WHAT TO WORK ON
Examine the entries and show every line in which the word "width" is found.

GIVEN INFORMATION

★ ★ ★ ★ ★

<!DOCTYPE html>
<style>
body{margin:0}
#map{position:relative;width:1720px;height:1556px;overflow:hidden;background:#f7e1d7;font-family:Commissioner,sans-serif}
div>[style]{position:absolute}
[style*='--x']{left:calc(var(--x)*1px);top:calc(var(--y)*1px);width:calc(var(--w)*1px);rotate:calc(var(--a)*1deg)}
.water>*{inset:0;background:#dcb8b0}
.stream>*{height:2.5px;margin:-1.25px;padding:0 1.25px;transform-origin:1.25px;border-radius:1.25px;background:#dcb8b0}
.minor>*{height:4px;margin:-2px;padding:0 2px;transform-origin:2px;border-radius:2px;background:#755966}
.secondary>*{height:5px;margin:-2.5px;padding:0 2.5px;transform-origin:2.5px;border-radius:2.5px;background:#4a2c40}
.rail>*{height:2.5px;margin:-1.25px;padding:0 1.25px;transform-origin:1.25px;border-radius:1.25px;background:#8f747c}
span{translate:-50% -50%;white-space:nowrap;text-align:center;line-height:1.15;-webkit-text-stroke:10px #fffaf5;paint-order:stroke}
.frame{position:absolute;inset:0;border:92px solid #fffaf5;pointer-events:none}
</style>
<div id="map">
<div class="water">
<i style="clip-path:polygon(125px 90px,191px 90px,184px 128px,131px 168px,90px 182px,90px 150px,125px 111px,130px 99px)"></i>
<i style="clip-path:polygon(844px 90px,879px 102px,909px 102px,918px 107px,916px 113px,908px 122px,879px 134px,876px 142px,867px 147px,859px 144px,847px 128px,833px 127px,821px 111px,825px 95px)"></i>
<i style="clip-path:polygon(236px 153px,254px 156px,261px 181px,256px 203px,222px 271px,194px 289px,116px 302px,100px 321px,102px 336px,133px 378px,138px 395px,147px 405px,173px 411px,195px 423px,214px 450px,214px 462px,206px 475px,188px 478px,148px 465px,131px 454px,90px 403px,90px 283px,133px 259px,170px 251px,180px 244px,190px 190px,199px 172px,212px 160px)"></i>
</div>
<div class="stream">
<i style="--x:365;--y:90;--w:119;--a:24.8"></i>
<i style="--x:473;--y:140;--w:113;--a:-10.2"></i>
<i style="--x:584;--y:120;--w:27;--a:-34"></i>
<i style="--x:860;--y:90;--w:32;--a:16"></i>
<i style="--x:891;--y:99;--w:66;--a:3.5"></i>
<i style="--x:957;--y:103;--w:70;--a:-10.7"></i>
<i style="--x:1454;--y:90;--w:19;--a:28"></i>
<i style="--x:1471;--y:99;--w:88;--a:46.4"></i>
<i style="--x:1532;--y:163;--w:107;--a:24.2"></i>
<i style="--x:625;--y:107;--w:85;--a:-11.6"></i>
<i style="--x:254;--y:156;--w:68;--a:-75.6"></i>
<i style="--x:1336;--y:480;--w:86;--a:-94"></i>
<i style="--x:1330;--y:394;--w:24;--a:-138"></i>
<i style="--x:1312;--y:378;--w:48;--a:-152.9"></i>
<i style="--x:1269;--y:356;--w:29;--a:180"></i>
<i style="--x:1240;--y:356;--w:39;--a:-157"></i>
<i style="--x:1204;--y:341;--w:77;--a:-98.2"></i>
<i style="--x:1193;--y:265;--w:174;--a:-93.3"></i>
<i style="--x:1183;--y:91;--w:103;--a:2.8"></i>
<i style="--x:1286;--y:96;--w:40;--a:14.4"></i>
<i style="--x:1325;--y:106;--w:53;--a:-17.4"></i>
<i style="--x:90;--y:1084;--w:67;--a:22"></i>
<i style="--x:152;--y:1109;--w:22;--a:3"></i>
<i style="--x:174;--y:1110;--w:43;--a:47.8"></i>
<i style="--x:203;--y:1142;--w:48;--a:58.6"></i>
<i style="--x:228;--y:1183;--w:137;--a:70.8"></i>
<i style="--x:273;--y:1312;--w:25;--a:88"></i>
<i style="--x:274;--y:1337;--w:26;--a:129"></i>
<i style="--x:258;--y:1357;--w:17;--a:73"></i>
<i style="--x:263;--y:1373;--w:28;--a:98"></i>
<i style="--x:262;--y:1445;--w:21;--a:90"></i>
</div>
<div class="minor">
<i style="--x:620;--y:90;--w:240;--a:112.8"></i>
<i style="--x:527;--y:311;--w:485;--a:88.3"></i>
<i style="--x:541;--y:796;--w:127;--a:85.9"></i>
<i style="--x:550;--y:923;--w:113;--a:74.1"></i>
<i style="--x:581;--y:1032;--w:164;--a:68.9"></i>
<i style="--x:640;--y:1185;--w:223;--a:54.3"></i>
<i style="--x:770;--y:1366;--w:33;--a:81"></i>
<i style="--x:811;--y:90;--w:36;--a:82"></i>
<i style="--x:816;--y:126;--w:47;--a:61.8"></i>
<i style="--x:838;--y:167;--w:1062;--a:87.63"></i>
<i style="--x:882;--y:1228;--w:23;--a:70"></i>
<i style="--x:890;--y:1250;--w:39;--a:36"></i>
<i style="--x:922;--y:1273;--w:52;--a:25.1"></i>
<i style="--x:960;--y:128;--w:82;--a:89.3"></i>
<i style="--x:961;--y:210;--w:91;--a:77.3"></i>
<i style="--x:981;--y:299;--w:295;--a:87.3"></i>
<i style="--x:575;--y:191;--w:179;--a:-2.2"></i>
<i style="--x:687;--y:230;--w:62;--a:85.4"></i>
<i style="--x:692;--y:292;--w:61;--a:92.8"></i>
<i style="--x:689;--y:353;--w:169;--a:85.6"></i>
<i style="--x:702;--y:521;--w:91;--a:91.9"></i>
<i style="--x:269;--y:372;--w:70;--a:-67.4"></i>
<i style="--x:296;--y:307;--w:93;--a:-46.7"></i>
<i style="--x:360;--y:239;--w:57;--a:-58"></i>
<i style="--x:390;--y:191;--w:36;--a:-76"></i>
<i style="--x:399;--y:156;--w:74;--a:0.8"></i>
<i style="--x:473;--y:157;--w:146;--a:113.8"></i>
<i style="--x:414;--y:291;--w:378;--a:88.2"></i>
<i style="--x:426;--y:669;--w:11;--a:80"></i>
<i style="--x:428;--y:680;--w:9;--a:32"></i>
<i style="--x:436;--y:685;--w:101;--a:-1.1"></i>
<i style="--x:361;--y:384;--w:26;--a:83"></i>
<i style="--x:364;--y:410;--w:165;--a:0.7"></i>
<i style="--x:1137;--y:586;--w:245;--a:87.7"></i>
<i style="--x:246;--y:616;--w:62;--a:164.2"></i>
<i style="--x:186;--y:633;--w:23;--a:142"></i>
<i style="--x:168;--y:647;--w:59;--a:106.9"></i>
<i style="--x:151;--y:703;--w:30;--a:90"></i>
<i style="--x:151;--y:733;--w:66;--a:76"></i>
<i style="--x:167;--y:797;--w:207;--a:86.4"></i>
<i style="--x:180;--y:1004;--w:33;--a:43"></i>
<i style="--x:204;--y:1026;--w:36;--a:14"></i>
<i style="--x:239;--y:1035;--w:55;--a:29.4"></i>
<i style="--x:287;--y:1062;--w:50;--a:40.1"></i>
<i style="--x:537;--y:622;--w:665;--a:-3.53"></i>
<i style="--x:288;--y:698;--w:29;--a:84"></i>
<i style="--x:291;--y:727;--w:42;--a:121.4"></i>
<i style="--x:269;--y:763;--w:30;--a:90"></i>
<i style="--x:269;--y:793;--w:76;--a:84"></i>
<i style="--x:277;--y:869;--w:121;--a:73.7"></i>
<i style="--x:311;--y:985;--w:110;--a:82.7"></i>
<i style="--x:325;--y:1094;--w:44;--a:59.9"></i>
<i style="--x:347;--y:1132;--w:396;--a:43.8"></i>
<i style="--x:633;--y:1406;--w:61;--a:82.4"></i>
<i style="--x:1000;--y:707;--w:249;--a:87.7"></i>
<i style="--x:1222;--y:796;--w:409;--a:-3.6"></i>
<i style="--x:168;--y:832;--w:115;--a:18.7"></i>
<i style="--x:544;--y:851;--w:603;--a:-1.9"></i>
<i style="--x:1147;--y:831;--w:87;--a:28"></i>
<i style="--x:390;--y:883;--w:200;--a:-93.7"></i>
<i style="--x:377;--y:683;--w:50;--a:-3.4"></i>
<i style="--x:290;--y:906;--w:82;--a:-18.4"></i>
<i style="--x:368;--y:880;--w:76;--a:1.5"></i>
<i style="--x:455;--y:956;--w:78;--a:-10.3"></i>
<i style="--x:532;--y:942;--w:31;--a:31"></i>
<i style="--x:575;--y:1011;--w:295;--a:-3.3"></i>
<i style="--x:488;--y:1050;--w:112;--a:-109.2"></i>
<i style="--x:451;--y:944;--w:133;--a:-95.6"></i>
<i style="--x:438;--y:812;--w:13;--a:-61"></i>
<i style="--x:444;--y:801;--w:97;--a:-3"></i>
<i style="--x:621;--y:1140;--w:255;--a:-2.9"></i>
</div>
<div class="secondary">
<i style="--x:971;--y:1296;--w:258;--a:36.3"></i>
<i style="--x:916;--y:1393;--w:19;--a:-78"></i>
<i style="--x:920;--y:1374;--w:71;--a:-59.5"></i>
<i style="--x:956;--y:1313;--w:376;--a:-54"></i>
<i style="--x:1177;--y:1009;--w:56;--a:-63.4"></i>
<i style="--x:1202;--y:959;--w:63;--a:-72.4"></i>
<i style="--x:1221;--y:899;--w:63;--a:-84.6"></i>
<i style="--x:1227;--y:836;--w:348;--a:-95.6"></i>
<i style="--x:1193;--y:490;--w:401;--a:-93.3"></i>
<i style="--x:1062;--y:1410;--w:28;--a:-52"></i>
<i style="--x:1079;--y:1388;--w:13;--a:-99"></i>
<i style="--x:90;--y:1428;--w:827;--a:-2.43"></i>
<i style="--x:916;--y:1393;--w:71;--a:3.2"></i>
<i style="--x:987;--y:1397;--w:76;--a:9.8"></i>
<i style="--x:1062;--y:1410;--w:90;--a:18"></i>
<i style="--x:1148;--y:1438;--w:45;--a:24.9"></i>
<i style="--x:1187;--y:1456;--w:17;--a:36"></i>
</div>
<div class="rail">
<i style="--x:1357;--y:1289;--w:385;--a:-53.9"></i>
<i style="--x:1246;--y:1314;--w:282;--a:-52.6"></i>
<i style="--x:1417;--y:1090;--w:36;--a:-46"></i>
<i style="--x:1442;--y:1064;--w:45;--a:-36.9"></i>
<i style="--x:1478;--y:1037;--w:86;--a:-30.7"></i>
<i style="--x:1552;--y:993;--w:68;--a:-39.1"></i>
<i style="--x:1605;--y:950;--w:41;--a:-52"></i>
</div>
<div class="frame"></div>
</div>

★ ★ ★ ★ ★

ANSWER AREA
#map{position:relative;width:1720px;height:1556px;overflow:hidden;background:#f7e1d7;font-family:Commissioner,sans-serif}
[style*='--x']{left:calc(var(--x)*1px);top:calc(var(--y)*1px);width:calc(var(--w)*1px);rotate:calc(var(--a)*1deg)}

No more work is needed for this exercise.